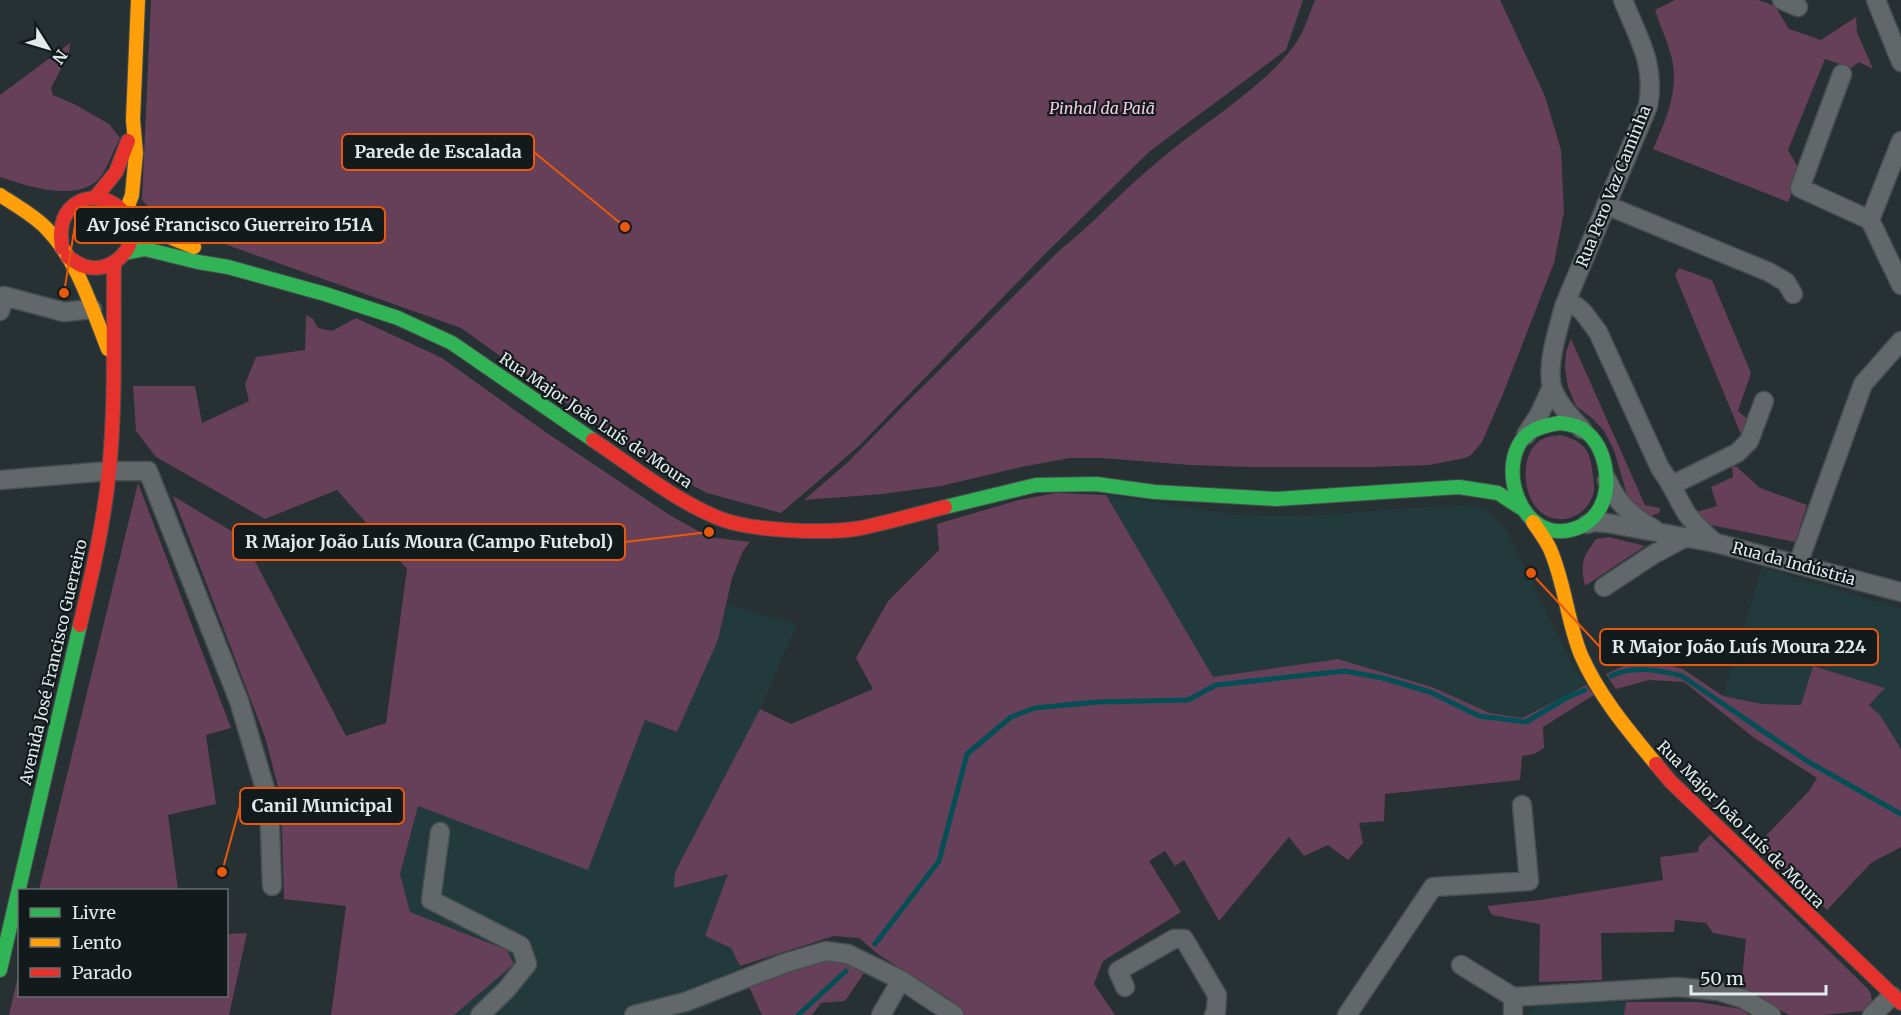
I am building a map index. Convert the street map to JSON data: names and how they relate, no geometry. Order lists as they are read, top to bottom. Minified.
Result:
{"streets":{"street":["Rua Pero Vaz Caminha","Rua Major João Luís de Moura","Rua da Indústria","Avenida José Francisco Guerreiro"]},"crossings":[["Rua Major João Luís de Moura","Rua da Indústria"],["Rua Major João Luís de Moura","Avenida José Francisco Guerreiro"]],"parks":["Pinhal da Paiã"],"places":["Parede de Escalada","Av José Francisco Guerreiro 151A","R Major João Luís Moura (Campo Futebol)","R Major João Luís Moura 224","Canil Municipal"],"legend":["Livre","Lento","Parado"],"scale_bar":"50 m","north":"bottom right"}
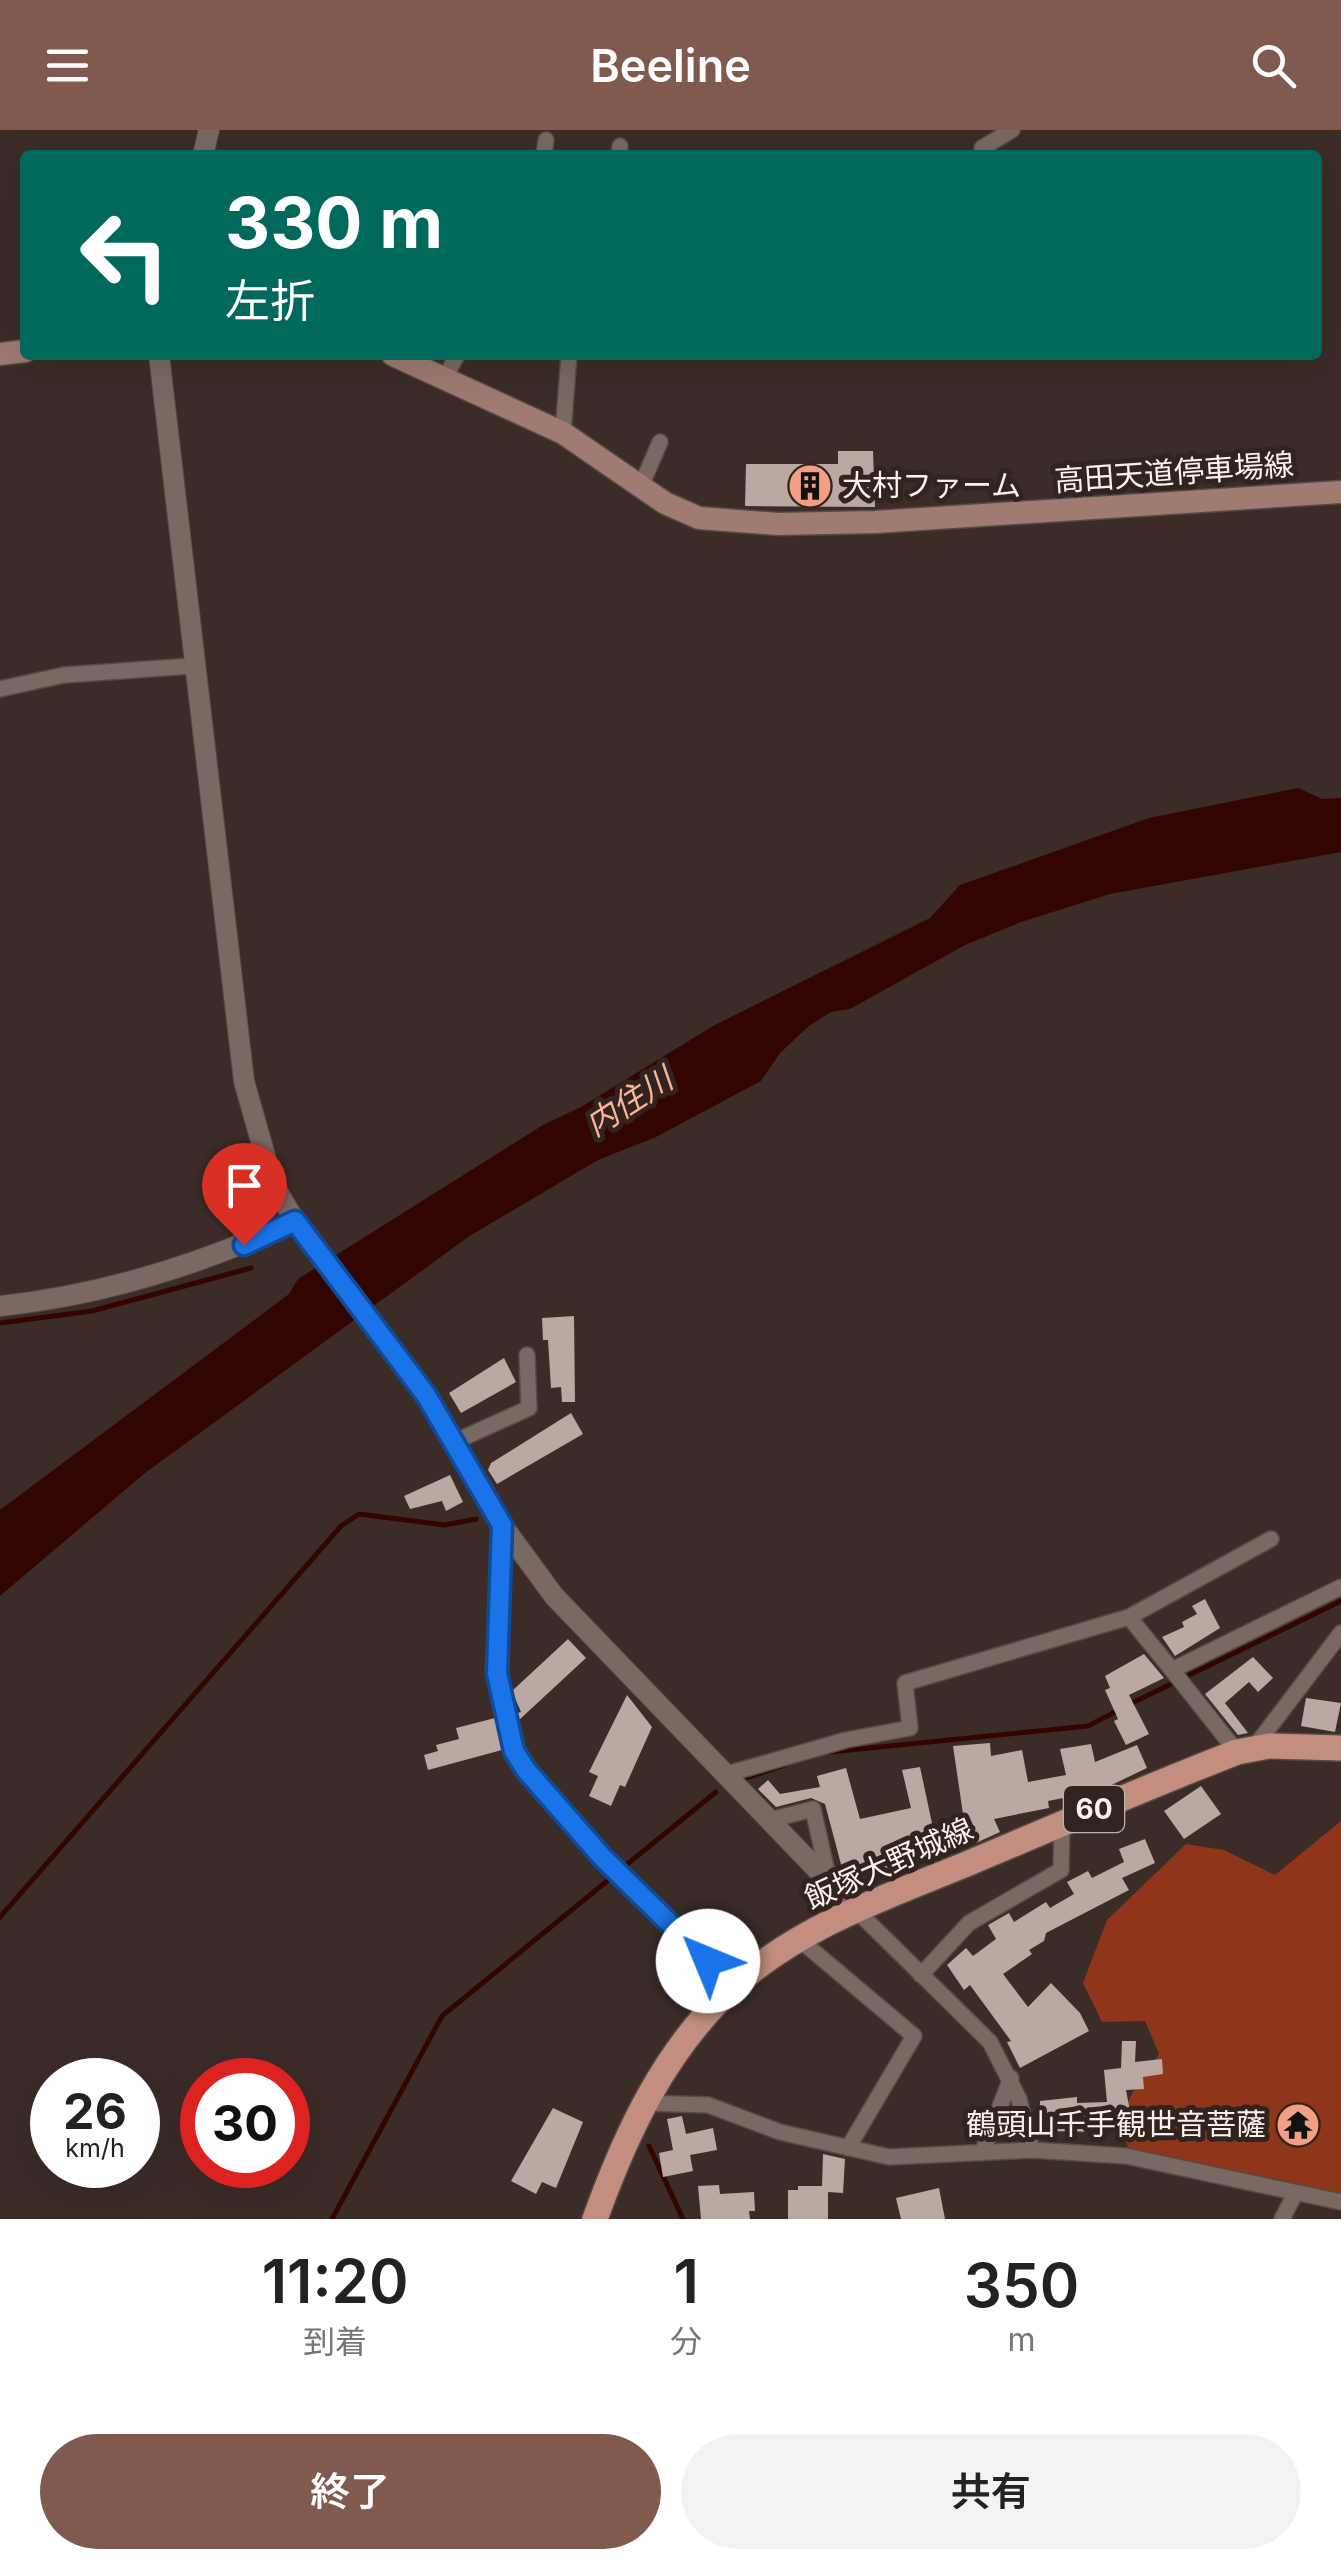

:::

→ What is expected: When you copy the listing, keep every line exactly as it is but leave out all images.

→ Result of this task:
I am building a map index. Convert the street map to JSON data: names and how they relate, no geometry. Order lists as they are read, top to bottom. Minified.
Result:
{"streets":{"street":["Rua Pero Vaz Caminha","Rua Major João Luís de Moura","Rua da Indústria","Avenida José Francisco Guerreiro"]},"crossings":[["Rua Major João Luís de Moura","Rua da Indústria"],["Rua Major João Luís de Moura","Avenida José Francisco Guerreiro"]],"parks":["Pinhal da Paiã"],"places":["Parede de Escalada","Av José Francisco Guerreiro 151A","R Major João Luís Moura (Campo Futebol)","R Major João Luís Moura 224","Canil Municipal"],"legend":["Livre","Lento","Parado"],"scale_bar":"50 m","north":"bottom right"}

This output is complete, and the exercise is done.